Entre périls et secrets, une vie de chauve-souris

chauve-souris secrets et péril

Un chiroptérologue mesure une chauve-souris à Noyal-Muzillac, le 9 juillet 2021 dans l'ouest de la France © AFP Amélie BOTTOLLIER-DEPOIS

Noyal-Muzillac (France) (AFP) – Au cœur de la nuit, la nef d’une église bretonne en France résonne de piaillements stridents: entre pipettes et crucifix, l’édifice accueille le check-up annuel de grands murins, l’une des 1.400 espèces de chauves-souris diabolisées par les humains qui ne savent pas ce qu’ils leur doivent.

« 19,7 grammes. » Accroché par ses griffes la tête en bas dans un tube posé sur une balance, c’est la pesée pour un mâle né il y a quelques semaines dans les combles de l’église de Noyal-Muzillac (nord-ouest de la France) où les femelles du seul mammifère capable de voler mettent bas chaque année.

A la lueur de lampes frontales, les dizaines de chiroptères de cette colonie passent de mains en mains -gantées pour éviter les morsures de petites dents acérées.

Sexe, taille, poids, usure des dents, état des ailes translucides, prise de sang, biopsie… Les bénévoles et scientifiques de l’association Bretagne Vivante et du University College de Dublin examinent les animaux sous toutes les coutures. Avant d’implanter sous la peau des derniers nés un transpondeur pas plus gros qu’un grain de riz.

Depuis dix ans, plusieurs milliers de grands murins, espèce protégée à la fourrure sombre, ont ainsi été marqués, pour pouvoir suivre leurs déplacements de gite en gite, explique Corentin Le Floch, de Bretagne Vivante.

« L’objectif est de mieux connaître leur aire de vie, la survie des individus, comprendre comment ils utilisent le territoire et ainsi comment mieux protéger leurs habitats, leurs sites de reproduction et d’hibernation ».

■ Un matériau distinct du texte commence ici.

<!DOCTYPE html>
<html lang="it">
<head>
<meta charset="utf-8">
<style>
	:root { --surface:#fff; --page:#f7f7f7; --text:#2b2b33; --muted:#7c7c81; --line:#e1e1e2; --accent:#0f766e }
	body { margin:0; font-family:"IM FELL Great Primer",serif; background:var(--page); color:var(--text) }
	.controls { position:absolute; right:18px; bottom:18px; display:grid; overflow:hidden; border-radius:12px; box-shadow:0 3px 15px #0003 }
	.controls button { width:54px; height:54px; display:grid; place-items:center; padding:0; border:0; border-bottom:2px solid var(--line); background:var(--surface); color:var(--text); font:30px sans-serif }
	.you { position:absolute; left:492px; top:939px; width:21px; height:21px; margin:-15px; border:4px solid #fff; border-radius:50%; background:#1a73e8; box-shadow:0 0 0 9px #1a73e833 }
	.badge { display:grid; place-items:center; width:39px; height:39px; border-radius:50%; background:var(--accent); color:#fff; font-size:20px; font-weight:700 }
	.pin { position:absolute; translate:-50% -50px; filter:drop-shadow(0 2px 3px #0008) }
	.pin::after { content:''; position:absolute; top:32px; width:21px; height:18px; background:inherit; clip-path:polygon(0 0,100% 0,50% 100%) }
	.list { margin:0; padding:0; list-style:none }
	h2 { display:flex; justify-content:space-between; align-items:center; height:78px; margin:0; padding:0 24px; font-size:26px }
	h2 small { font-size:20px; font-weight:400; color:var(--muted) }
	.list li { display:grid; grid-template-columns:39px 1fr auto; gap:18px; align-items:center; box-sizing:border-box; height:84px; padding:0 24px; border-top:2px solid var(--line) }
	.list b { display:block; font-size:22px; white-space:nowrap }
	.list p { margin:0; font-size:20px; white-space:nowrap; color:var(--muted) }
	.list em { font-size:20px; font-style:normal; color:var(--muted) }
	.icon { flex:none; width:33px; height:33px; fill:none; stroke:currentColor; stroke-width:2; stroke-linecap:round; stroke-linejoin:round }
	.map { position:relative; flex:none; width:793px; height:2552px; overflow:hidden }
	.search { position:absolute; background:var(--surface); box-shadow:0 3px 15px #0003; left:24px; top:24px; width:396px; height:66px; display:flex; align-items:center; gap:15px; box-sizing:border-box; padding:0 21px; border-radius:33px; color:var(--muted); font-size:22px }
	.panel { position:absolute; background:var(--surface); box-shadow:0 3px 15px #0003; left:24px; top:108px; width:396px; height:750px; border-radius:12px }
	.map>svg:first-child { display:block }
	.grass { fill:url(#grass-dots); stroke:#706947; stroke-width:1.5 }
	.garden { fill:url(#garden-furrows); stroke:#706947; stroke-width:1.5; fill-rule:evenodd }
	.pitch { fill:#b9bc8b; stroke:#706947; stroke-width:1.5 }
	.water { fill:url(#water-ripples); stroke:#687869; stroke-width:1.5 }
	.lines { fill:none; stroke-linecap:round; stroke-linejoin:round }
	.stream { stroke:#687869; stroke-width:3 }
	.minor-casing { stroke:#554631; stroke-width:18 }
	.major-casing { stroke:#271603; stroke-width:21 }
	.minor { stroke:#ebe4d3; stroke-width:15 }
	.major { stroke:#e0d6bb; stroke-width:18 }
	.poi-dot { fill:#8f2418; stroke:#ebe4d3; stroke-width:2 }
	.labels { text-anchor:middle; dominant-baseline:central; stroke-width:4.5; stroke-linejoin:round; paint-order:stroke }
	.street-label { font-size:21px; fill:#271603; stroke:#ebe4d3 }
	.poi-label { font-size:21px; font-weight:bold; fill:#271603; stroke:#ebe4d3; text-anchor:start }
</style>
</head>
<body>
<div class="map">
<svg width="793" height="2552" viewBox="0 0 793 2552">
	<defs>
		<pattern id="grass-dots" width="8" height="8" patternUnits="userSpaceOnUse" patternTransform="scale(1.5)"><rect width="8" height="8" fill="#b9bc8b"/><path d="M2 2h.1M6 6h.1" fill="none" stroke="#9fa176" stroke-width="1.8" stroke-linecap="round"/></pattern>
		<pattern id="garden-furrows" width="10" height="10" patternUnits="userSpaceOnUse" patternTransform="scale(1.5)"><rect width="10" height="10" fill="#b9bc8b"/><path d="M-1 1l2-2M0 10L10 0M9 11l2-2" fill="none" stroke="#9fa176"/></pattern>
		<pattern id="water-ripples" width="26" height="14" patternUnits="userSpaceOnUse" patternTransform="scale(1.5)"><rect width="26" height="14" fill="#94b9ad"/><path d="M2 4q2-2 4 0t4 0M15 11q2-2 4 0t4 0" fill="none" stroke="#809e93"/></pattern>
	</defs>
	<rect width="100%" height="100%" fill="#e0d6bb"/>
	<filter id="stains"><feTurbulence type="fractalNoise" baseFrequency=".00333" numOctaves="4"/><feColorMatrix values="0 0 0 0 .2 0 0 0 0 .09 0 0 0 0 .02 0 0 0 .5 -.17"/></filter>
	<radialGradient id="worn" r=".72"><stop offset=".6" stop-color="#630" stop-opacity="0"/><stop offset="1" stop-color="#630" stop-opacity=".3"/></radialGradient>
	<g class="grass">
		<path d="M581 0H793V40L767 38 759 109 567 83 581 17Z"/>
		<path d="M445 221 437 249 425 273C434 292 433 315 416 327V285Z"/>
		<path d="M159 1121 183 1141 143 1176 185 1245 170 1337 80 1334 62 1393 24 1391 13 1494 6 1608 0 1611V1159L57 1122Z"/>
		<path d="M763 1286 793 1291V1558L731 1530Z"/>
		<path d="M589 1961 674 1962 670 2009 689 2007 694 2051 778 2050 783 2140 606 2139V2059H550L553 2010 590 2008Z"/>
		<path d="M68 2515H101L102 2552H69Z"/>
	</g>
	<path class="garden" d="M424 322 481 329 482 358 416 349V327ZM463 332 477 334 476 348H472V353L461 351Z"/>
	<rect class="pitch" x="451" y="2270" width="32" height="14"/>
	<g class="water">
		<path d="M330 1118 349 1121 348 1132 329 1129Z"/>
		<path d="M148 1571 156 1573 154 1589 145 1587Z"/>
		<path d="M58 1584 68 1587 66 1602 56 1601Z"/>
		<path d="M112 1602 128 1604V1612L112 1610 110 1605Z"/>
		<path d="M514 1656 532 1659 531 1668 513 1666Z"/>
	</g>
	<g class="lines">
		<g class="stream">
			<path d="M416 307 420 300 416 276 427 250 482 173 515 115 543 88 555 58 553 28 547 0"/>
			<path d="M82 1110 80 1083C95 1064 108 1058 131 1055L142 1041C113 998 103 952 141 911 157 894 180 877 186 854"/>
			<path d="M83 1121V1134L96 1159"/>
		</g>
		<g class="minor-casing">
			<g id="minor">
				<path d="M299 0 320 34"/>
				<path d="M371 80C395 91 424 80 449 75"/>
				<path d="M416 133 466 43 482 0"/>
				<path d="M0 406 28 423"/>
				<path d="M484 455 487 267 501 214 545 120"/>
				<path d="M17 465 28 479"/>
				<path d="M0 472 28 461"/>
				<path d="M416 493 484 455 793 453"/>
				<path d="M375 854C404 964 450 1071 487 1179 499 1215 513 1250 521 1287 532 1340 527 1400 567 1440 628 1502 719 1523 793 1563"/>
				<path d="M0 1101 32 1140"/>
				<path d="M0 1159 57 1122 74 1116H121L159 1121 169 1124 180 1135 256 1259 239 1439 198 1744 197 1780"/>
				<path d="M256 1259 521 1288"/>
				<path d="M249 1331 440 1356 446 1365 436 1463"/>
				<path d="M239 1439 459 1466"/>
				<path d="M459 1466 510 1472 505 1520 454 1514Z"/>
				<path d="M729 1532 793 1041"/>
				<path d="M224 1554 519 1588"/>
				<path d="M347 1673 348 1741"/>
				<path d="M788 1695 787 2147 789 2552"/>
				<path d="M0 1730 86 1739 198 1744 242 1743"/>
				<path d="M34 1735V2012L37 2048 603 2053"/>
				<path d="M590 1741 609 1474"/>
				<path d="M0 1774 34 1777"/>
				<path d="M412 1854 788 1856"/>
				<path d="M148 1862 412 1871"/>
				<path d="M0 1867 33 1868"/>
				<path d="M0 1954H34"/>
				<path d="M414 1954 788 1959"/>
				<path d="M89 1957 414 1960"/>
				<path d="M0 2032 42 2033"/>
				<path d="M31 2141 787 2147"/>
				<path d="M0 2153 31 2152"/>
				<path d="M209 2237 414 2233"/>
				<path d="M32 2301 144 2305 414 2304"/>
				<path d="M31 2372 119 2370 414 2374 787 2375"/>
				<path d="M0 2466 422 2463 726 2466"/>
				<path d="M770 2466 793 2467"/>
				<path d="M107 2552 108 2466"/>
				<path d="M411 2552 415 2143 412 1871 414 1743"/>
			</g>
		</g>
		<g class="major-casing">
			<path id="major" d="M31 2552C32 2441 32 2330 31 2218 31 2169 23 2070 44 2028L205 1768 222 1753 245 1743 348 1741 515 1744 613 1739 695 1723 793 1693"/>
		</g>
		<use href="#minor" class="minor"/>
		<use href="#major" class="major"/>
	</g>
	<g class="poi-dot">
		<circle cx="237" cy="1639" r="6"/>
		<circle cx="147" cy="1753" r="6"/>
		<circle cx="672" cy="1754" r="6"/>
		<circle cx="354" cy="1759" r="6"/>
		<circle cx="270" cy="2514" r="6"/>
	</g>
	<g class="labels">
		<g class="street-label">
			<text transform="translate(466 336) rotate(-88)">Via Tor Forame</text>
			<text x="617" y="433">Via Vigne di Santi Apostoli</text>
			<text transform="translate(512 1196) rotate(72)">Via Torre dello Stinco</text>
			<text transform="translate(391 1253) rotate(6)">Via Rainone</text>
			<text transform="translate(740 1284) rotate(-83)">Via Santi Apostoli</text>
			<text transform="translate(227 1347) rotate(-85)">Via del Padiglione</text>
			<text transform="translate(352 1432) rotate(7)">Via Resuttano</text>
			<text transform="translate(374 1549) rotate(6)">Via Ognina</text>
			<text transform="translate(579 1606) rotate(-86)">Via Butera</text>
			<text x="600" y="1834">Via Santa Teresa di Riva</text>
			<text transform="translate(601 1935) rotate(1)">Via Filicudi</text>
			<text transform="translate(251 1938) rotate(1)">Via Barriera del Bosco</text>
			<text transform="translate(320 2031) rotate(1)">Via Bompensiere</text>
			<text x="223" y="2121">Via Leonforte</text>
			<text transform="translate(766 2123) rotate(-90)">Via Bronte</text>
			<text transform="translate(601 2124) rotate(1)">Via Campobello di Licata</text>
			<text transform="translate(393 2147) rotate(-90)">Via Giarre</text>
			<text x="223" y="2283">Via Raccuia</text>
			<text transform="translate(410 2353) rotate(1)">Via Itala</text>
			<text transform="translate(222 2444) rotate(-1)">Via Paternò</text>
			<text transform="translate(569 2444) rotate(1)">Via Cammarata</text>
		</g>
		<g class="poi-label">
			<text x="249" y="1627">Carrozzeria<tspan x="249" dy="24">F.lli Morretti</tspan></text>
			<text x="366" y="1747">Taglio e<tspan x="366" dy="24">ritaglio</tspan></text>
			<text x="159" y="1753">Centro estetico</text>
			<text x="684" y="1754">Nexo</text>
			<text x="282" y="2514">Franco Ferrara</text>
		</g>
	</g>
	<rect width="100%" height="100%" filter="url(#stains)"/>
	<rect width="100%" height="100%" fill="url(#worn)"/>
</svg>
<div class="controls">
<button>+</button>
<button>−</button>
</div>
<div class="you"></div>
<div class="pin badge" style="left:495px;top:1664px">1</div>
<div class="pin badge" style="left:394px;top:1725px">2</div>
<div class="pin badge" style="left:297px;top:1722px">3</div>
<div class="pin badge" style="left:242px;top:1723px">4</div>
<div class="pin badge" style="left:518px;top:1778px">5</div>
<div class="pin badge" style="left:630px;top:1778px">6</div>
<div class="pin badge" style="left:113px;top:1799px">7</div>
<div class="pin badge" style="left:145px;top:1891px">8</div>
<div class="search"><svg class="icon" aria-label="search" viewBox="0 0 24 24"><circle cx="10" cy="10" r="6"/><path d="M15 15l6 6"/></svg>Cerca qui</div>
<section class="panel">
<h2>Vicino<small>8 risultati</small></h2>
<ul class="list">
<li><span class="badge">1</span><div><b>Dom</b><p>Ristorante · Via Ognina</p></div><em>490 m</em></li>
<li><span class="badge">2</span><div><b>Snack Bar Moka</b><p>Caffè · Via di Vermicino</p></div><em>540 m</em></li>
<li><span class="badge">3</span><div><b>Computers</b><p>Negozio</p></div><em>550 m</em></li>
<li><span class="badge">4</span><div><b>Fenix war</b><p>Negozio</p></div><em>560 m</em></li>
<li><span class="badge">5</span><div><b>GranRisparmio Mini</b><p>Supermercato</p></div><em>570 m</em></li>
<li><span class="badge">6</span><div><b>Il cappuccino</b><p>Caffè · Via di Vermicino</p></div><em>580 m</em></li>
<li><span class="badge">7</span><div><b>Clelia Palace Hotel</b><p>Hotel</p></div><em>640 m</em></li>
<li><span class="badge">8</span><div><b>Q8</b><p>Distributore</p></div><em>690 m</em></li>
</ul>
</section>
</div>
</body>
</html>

Mais pourquoi tant vouloir protéger l’animal qui suscite chez beaucoup crainte et dégoût, et qu’on a rarement autant montré du doigt que depuis l’apparition du Covid-19 –sa transmission d’une chauve-souris à un animal intermédiaire avant la contamination des humains reste l’hypothèse la plus probable pour l’Organisation mondiale de la santé.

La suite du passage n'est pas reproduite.